Published:Friday | October 30, 2020 | 12:16 AMLester Hinds/Gleaner Writer
New York Mayor Bill de Blasio (left) stands in line to cast his early vote at the Park Slope Armory YMCA on Tuesday in the Brooklyn borough of New York. The mayor waited over three hours in line to cast his vote.

When Jamaican Dorrett Aarons entered the polling station in Mount Vernon on Tuesday to cast her vote in early voting in New York, little did she know that it would have been an eight-hour wait.

“I got to the polling station around 12:26 p.m. and did not get to vote until 8:06 p.m.,” she said.

Aarons said that when she arrived at the polling station, the line was already more than six blocks long.
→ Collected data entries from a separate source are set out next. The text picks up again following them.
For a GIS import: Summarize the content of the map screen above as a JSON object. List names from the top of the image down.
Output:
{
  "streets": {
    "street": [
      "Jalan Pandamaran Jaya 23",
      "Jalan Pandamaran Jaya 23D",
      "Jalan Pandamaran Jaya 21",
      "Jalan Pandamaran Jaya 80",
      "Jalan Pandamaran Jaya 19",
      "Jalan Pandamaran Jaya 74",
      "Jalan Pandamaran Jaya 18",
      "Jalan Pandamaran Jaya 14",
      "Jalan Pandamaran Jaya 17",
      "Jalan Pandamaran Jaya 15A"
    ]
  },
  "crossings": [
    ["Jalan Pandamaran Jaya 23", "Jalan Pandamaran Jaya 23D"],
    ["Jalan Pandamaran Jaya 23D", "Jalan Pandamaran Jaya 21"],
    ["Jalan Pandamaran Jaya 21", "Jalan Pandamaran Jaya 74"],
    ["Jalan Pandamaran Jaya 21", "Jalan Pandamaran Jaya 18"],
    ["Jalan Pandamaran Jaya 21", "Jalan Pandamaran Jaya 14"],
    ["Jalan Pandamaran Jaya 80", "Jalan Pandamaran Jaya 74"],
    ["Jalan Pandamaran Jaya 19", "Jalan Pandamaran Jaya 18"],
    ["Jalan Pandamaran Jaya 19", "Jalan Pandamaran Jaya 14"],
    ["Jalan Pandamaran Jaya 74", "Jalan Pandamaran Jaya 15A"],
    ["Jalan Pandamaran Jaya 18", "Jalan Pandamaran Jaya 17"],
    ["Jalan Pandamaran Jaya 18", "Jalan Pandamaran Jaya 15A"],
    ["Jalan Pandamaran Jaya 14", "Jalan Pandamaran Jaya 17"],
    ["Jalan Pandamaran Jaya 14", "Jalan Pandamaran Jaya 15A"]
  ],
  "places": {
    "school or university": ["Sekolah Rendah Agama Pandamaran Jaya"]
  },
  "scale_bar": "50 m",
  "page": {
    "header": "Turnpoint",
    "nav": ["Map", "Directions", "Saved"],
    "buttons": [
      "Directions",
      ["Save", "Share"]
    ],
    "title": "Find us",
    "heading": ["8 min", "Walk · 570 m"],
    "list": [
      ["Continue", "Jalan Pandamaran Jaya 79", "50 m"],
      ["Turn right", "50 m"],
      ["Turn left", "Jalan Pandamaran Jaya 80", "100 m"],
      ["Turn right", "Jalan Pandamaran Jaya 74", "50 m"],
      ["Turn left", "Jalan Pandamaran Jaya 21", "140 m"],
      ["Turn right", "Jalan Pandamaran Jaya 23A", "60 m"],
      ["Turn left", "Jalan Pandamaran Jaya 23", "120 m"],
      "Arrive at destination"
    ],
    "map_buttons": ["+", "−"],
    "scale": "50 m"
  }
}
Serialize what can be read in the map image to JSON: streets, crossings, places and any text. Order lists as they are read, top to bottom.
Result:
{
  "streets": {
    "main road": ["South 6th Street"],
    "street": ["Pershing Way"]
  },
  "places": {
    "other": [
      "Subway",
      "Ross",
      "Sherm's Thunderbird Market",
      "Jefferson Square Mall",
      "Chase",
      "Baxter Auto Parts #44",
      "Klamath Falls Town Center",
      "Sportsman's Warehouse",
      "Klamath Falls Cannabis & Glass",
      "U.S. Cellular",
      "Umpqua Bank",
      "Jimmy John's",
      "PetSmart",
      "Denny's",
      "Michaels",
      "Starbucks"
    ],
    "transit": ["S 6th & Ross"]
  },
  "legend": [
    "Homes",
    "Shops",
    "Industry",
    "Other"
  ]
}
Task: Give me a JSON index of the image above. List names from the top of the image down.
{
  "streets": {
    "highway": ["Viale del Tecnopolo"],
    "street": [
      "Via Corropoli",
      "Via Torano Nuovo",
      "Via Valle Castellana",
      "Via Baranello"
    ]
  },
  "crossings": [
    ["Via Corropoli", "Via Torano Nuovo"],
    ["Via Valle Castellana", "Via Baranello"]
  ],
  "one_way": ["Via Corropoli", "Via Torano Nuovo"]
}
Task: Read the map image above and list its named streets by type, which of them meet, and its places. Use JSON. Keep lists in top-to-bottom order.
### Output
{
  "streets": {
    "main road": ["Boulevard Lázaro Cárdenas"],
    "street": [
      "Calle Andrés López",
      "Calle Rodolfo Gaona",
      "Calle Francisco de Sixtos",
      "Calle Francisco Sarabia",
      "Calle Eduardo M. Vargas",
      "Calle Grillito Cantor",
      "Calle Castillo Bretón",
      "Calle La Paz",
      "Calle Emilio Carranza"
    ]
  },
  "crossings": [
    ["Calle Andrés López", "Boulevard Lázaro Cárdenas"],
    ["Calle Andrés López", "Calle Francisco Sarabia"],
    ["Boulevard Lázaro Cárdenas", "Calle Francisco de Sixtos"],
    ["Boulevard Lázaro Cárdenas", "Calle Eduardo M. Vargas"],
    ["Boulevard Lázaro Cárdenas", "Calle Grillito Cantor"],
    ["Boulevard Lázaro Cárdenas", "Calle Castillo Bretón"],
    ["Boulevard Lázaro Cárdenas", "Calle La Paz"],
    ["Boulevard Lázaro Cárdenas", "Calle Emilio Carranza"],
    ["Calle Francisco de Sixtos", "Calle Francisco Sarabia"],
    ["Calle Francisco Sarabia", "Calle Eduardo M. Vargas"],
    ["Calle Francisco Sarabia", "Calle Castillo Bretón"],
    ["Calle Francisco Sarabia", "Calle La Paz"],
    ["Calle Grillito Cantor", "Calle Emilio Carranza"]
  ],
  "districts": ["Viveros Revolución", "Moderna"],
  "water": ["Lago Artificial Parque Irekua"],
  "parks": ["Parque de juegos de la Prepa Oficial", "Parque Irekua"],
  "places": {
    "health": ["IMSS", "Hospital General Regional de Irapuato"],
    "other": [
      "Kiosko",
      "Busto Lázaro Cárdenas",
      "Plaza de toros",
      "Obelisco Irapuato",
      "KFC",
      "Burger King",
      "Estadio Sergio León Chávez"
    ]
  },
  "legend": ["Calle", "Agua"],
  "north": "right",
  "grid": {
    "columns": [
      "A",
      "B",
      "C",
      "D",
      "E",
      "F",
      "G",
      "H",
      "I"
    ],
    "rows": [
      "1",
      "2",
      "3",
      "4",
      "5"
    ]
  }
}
A block is just under a quarter-mile.

According to Aarons, part of the reason for the long wait was that many voters were unaware that there were propositions relating to the city of Mount Vernon on the back of the ballot that had to be filled out.

“If you did not fill out the propositions, your ballot would have been marked as spoilt, so many people had to do over their ballots,” she said.

Her experience is replicated throughout New York where voters, trying to take advantage of early voting in New York State, were met with very long lines.

Tony Kelley, who voted in New Rochelle, experienced a one-and-a-half-hour wait time to vote.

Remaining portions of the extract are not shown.